Key Risks: The company faces the market price risk, like decline in copper and gold prices can have a significant impact on its financials. Another risk can be the difference between the estimated findings and the actual findings. The company might also face regulatory and ESG risks.

Outlook:

  • The company reports A$24 million in cash to fully fund growth and development objectives till mid-2023. Additionally, it expects an expected cash inflow from VAT recovery in 2022 at around A$4.5 million.
  • Q1 2022, the explorational drill program is underway with three drill rigs operating.
  • Q1 2022, HCH has executed an off-take agreement where 60% off-take for the first eight years of production at benchmark terms.
  • Q3 2022, port access definitive agreement.
  • Q1 2023, the pre-feasibility test will be completed.

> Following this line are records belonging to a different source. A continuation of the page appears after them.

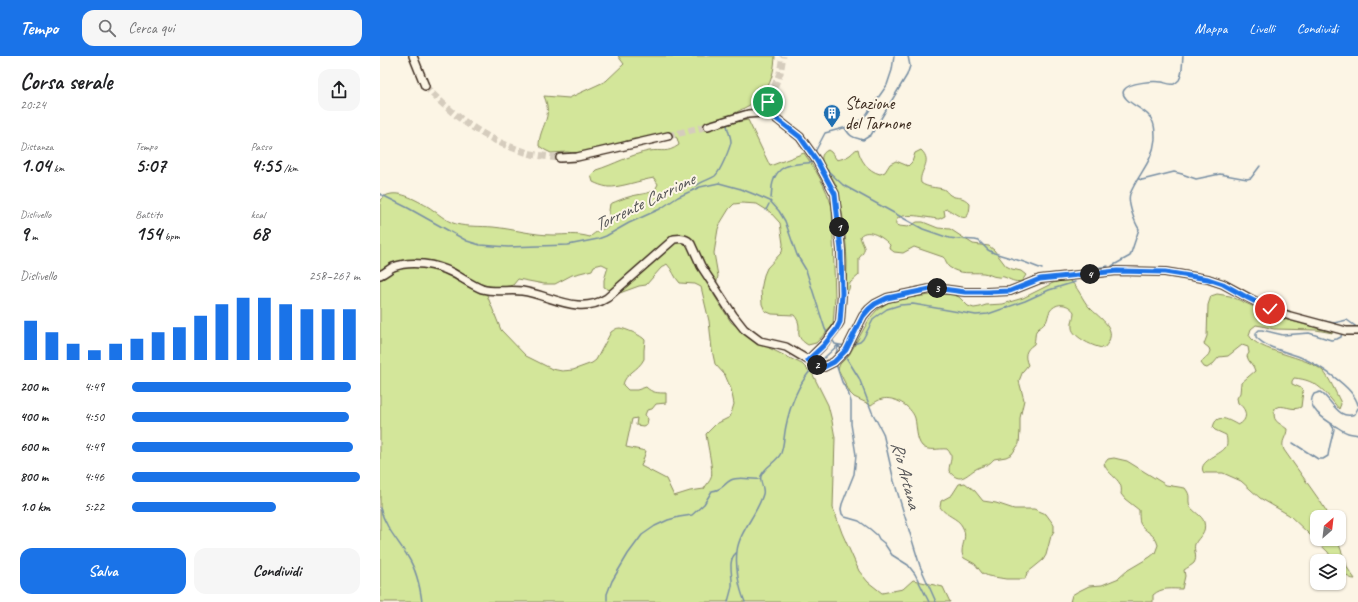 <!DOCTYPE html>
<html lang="it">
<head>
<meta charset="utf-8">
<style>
	body { margin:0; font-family:Caveat,sans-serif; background:#f6f6f6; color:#202124; height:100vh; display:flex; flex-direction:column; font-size:15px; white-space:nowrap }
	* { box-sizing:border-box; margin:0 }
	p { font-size:13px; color:#757577 }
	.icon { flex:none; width:22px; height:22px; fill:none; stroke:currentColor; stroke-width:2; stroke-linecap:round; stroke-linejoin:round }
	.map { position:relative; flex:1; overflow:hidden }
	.panel { display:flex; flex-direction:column; background:#fff; width:380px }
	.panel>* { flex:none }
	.needle { width:26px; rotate:28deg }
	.fabs { position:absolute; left:930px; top:454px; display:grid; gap:8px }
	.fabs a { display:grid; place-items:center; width:36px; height:36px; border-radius:8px; background:#fff; box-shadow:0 1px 3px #0004; font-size:20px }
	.pin { position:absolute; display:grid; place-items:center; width:34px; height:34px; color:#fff; margin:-17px; border:2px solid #fff; border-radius:50%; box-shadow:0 1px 4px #0007 }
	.km { position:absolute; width:20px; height:20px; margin:-10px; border-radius:50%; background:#222; color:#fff; font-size:11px; line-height:20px; text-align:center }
	.round { display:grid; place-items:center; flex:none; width:42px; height:42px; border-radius:12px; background:#f6f6f6 }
	.headline { display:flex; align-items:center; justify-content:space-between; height:68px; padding:0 20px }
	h1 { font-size:22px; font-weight:800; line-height:30px }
	.stats { display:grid; grid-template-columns:repeat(3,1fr); gap:6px; height:68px; padding:4px 20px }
	.stats div { display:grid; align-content:center }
	.stats b { font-size:20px; font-weight:800 }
	.stats small { font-size:11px; font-weight:400 }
	.stats p { font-size:11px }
	.chart { height:112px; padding:8px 20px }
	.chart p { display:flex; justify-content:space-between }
	.chart svg { width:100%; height:72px; margin-top:4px; stroke:#1a73e8; stroke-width:6 }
	.primary-button { display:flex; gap:8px; margin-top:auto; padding:8px 20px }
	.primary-button a { flex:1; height:46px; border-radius:12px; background:#1a73e8; color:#fff; font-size:16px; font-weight:800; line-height:46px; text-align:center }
	.primary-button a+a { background:#f6f6f6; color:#202124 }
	ul { padding:0 20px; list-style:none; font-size:13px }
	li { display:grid; grid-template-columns:64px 48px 1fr; align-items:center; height:30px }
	li i { height:10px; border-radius:5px; background:#1a73e8 }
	header { display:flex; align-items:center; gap:24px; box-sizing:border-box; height:56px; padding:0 20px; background:#1a73e8; color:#fff }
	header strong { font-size:19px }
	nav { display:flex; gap:22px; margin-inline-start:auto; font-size:14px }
	.search { width:280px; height:36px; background:#f6f6f6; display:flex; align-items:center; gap:10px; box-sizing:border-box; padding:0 14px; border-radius:12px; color:#757577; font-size:15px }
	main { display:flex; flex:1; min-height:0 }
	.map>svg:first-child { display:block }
	.green { fill:#d3e69a; stroke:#87885c; fill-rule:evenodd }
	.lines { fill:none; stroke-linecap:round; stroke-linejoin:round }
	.stream { stroke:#778ea3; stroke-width:1.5 }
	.minor-tunnel { stroke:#d5ccbd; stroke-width:7; stroke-dasharray:7 3.5; stroke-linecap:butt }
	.minor-casing { stroke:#3b2a1e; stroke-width:10 }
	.minor { stroke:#fcf5e5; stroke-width:7 }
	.route-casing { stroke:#fff; stroke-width:8 }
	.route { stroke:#1a73e8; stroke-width:5 }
	.labels { text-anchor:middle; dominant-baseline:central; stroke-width:4; stroke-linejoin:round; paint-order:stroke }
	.poi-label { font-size:17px; fill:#3b2a1e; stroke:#fcf5e5; text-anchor:start }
	.water-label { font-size:18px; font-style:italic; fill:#545456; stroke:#fcf5e5 }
</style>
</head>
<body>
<header>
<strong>Tempo</strong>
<div class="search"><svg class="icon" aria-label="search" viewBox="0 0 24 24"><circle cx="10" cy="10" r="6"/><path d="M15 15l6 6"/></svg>Cerca qui</div>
<nav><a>Mappa</a><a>Livelli</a><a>Condividi</a></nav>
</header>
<main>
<section class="panel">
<div class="headline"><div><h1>Corsa serale</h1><p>20:24</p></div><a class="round"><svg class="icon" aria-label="share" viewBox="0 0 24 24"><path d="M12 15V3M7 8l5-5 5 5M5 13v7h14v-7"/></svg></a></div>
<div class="stats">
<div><p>Distanza</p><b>1.04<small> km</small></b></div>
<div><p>Tempo</p><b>5:07</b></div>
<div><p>Passo</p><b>4:55<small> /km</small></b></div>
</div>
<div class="stats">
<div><p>Dislivello</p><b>9<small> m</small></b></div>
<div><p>Battito</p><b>154<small> bpm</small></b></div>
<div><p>kcal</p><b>68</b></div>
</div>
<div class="chart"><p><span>Dislivello</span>258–267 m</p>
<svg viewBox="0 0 160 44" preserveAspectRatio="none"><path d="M5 44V20M15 44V27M25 44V34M35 44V38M45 44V34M55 44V31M65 44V27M75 44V24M85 44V17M95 44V10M105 44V6M115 44V6M125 44V10M135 44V13M145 44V13M155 44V13"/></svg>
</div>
<ul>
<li><b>200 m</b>4:49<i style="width:96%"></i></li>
<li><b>400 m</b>4:50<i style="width:95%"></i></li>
<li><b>600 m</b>4:49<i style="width:97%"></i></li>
<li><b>800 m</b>4:46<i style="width:100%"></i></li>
<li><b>1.0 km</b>5:22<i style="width:63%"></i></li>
</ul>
<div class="primary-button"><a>Salva</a><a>Condividi</a></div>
</section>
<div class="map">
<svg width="978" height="546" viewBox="0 0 978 546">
	<rect width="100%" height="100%" fill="#fcf5e5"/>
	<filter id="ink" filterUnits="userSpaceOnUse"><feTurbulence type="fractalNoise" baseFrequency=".025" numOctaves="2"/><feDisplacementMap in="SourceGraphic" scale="8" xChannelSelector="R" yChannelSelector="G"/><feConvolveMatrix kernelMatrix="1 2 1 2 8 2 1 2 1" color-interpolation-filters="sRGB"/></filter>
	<g filter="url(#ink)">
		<path class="green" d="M238,0H395C394,22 387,41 366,51C357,56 350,59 344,67L346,68L368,64L390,110L424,97C436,114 446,131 452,151L455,241L453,269L436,287L428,289C410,278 426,273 414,259L392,258L385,255L382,248L381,234L384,219L387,212L402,196L403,188L400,167L390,156L377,148L362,147L354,148L349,153L341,166L338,173L334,197L338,220L334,239L351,266L363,276L389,292L422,308L433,319L448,349L452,365L455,382L453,452L462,477L479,515L488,526L502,537L523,533L533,524L563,531L570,546H0V144C13,130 34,143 47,150C57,156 65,165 76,168C87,171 101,170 113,171C133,173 153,179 173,179C187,179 196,177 210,181C216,175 222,174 229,170C230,162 228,156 230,148C237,145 244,142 252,140C260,138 268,138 275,134L278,128L274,122C261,124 239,132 228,131C222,130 217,128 213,126L211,119L216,114C233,109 252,98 269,95C283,93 286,98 299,89L297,82L290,79L277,82L254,83L246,85L225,94L202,98L187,96L171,97L165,94L159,90C159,70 174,63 164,40L189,42L226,25L244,8ZM222,208L228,211L224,224V231L237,238L259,230L266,229L281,212L287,208C293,214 294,221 300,227L315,228L321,231L329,265L332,294L335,308L345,319L351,333L354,348L350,361L336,368L326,378C327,388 334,415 331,422C330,425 326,429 324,433L310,435L294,440L286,423L261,410L266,395L246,391L252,363L257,362L256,369L263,370L267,368L268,363L265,359L267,354L272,353L276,348L286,347V337C278,337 272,337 266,331L257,334H248L243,329C245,317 258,315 264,303V294L265,284C261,279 246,273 240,272C236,272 234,274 231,276L216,304L212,307L193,314L182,315L172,313L146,300L121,274L103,229C114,231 123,232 133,229L138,223L164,228H175L192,219L212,214L214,210Z
			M478,93C480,104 488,115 500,118L505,116L510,108L516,105L528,110L532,106L535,97L541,94C554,106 538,115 541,127C548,132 555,131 563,133C566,134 567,137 570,139C578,144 581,138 590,148C589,171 579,159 567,153L564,154L565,160L559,163C551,163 513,152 516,169L519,170L528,171L537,166H543L558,172L570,173L593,188L609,190L614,194L626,210L632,213L641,215L646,219L642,225C634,227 630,223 624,221C620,220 622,222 618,221C612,221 608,217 603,217C591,216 580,219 569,211C566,209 567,204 563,201L534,191L523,197L514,196L509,192L510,189C504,182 488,171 480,180C482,191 489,191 479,202V219L470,227L469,233L465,240C466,229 467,217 467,206C466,182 463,153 456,130C454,119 431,102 448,94L451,96L457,104C461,103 466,102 470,99C474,96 474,94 478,93Z
			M684,224C686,225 689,224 690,225C697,229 703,245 709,251C720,263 741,273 724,292C715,292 693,281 692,272C691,267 694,262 694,256C689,248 677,245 670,255C668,258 668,263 666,266C663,270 658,272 656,275C655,278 655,284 654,288C645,294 644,300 648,309L643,315L639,325L644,344L640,362V375L639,388L632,398L626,401L614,403C608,410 606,408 598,412C587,417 581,430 569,415C569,405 575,401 567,393C559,392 548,396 542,390C536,383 537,371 535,362C531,350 514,340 502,343C498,344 494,347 491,349L474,341L470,337L458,313L460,308L469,299L490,262L497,254L507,247L517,243L551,239L572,238L579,241L588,250L594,252L600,251L606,249L623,248L643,242L673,227Z
			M837,238L850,240L892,259L953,277L936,274L894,273L882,270L876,269L871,273L869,279C877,296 927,300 943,315C950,323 955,335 960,345L961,348L959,353C945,336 938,324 914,322L912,325V328L921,332L923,335L921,351C912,356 903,347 895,352C892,366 897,365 907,373C907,381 900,385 904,394L940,445L950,461H937V483H957L968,513L975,523C968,523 964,517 959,513V505H953L948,496L909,459L880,442L861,425L843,417H824C816,406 840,399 845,392C848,389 847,383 846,379L835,374L833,372C836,355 850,365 858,369C869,364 867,353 858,347L857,342L860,337L861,327L875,315C874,309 868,306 867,300L869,297L868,291L862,289L848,300L839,301L833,308L827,312L824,311L821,307C823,302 829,301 830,295L829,292L824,288L827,280L828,249L831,240Z
			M734,402L747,405L786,429L805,432C812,441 807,442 810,450C813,456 822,459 824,466C827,477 819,480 815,488C813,494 818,501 814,507C812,509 807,512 804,514L805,520L802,533C791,533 782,531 773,539V546H690L692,539L697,536L709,530L722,529L739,522L748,514L770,501L775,497L778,489C775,477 764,476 760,467C759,464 759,458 759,454L745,443L741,438C744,423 729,421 724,408L728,403Z
			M585,427L595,435L603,445L616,447L634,453H654L666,458L674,469V475L671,480L666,499L663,504L647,517L645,523H626L608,520L602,517L595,508L584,502C583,501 582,497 582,496C582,487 588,480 582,470C578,462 566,460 560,451L561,445L572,439L579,428Z"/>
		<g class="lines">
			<path class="stream" d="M465,72C471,82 473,81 483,84L491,79L527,19L530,10L528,0
				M435,97V96L445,77L471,70L484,62L507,29L512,14L514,0
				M445,112L463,129L543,173L569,182L578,183L595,184L599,185L608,194L614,197L644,206L662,213
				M759,123L762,124L794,116L802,118L816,123L840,118L867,123L871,122L880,110
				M316,130C322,125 329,124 335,120C340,116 350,92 351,86C351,80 347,74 347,67H349
				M0,138L28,152L87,185L100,189L128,191L188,189L218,183L226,180L249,167L280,153L298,141L320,131L339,127L361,133L376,139L390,145L399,155L405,165L417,199L426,214L445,273L448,278
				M391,142C392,137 391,132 393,126C399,105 417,109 434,106
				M386,154L389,148
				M732,210L750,200L759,173C755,167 747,146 750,138C758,118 773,106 775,83C775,75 775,66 769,60C764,53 738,43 744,34C749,26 773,25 782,26C786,27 790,29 794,28C796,27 798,25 799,24C803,18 802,7 803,0
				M732,210L744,212
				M705,214L728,210
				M925,261L954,267L967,264L978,272
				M962,276L961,281L957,283L951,284L929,277L903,279L882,274H879L876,277V281C887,293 906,295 920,301C937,308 974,331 978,349
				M451,282L455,288L465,290
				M458,289L461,293
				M470,289L480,286L483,283L494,262L507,253L520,249L533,248L596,259L608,258L645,245L669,234L695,226
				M456,298L458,290
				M466,301L479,322L492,356L503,377L514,425L540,510L556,546
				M444,302L458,289
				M456,308L462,326L468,336L471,346V368L476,399L474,418L462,448L461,453L462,458L465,461L479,465L490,473L497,479L499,483L504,487L512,499L528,509L535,518L549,546
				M978,352L975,358C958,365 952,343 940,336L934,338C924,352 947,365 957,371C960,373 965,376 968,377C971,378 975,378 978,379
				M913,387L938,403H943L948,400C949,391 952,382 954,373L951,368
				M0,452C6,473 18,484 28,501C37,515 40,530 42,546
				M227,544V538L232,525L248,498L262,479L275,470L288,464L299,461L312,459L324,448L332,435C343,434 343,428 351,424C359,420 371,424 380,423
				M348,546C349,541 351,536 352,530C353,519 347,505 356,497
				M365,546C359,532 355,511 357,495C359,476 378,457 383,438C385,432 379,426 381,420C385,410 397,406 401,397C404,389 404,379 406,370C410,350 417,331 430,315"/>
			<path class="minor-tunnel" d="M45,30C76,63 108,86 152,98C161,100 171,101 180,102
				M390,41L400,17L403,0
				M288,80L328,70"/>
			<g class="minor-casing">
				<path id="minor" d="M33,0L45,30
					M384,58L390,41
					M328,70L368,58L381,57L393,60L420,81L437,105L455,138L461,194L462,238L460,266L455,274L443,289L428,304
					M180,102L197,101L288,80
					M0,219C5,217 9,213 13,211C31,204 56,208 73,217C82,222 92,229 102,233C115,237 129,233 142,235C171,239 198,260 227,242L294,183C301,182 307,182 311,188L321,210L353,259L364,273L380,285L406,291L428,304L444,311L454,306L466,294L483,260L489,253L495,248L507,242L555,232L585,236H607L630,235L660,223L737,215L785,216L828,223L843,228L869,242L890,253L910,260L966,275H978"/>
			</g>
			<use href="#minor" class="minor"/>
		</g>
	</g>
	<g class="lines" filter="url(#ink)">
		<g class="route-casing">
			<path id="route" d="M388,46L384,58L393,60L420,81L437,105L455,138L461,194L462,238L460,266L456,274L444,289L428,304L444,311L454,306L466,294L483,260L489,253L495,248L507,242L555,232L585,236H607L630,235L660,223L737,215L785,216L828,223L843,228L868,242L890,253"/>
		</g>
		<use href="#route" class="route"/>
	</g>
	<defs>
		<g id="building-pin" transform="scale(0.9)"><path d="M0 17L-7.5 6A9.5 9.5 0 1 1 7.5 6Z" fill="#1f6fb2" stroke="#fcf5e5"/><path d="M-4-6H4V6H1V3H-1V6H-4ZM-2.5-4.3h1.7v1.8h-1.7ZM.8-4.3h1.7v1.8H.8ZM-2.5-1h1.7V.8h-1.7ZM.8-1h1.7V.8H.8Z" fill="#fff"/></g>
	</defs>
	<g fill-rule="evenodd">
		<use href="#building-pin" x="452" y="57"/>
	</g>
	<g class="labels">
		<g class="poi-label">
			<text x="465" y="47">Stazione<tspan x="465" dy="20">del Tarnone</tspan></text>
		</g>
		<g class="water-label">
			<text transform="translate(264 146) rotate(-26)">Torrente Carrione</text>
			<text transform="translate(526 419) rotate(75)">Rio Artana</text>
		</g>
	</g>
</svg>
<div class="fabs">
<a><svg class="needle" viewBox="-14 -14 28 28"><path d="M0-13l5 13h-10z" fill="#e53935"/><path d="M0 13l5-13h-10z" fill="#757577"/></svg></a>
<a><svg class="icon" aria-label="layers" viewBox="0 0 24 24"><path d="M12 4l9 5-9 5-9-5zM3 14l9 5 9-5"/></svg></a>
</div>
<div class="pin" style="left:388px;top:46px;background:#1e9e55"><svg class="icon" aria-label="arrive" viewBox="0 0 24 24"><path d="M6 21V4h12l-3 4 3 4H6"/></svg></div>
<div class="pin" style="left:890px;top:253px;background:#d93025"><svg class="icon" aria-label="check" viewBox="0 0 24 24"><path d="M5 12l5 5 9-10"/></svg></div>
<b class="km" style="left:459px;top:171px">1</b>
<b class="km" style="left:437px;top:309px">2</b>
<b class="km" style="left:557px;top:232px">3</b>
<b class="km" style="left:710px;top:218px">4</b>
</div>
</main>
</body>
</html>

Stock Recommendation: The stock of HCH is currently trading near its 52-week low of $0.970, providing a decent opportunity for accumulation. The stock has been corrected by ~18.33% in the past month. On the TTM basis, the stock of HCH is trading at a price-to-book value multiple of ~0.6x versus the industry (Basic Materials) median of ~1.9x and thus seems undervalued at current trading levels. Considering the current trading levels, recent resources discovery, expected cash inflows in FY22, explorational drill program underway, upside potential at Cortadera, valuation on the TTM basis, and associated key business risks, we give a ‘Speculative Buy’ rating on the stock at the closing market price of $1.000, down by ~6.542%, as of 14th June 2022.

Markets are trading in a highly volatile zone currently due to certain macroeconomic issues and geopolitical tensions prevailing. Therefore, it is prudent to follow a cautious approach while investing.

HCH Daily Technical Chart, Data Source: REFINITIV 

Note 1: The reference data in this report has been partly sourced from REFINITIV

Note 2: Investment decisions should be made depending on the investors’ appetite for upside potential, risks, holding duration, and any previous holdings. Investors can consider exiting from the stock if the Target Price mentioned as per the analysis has been achieved and subject to the factors discussed above alongside support levels provided.

Technical Indicators Defined: -

Support: A level where-in the stock prices tend to find support if they are falling, and a downtrend may take a pause backed by demand or buying interest.

Resistance: A level where-in the stock prices tend to find resistance when they are rising, and uptrend may take a pause due to profit booking or selling interest.

Stop-loss: It is a level to protect further losses in case of unfavourable movement in the stock price.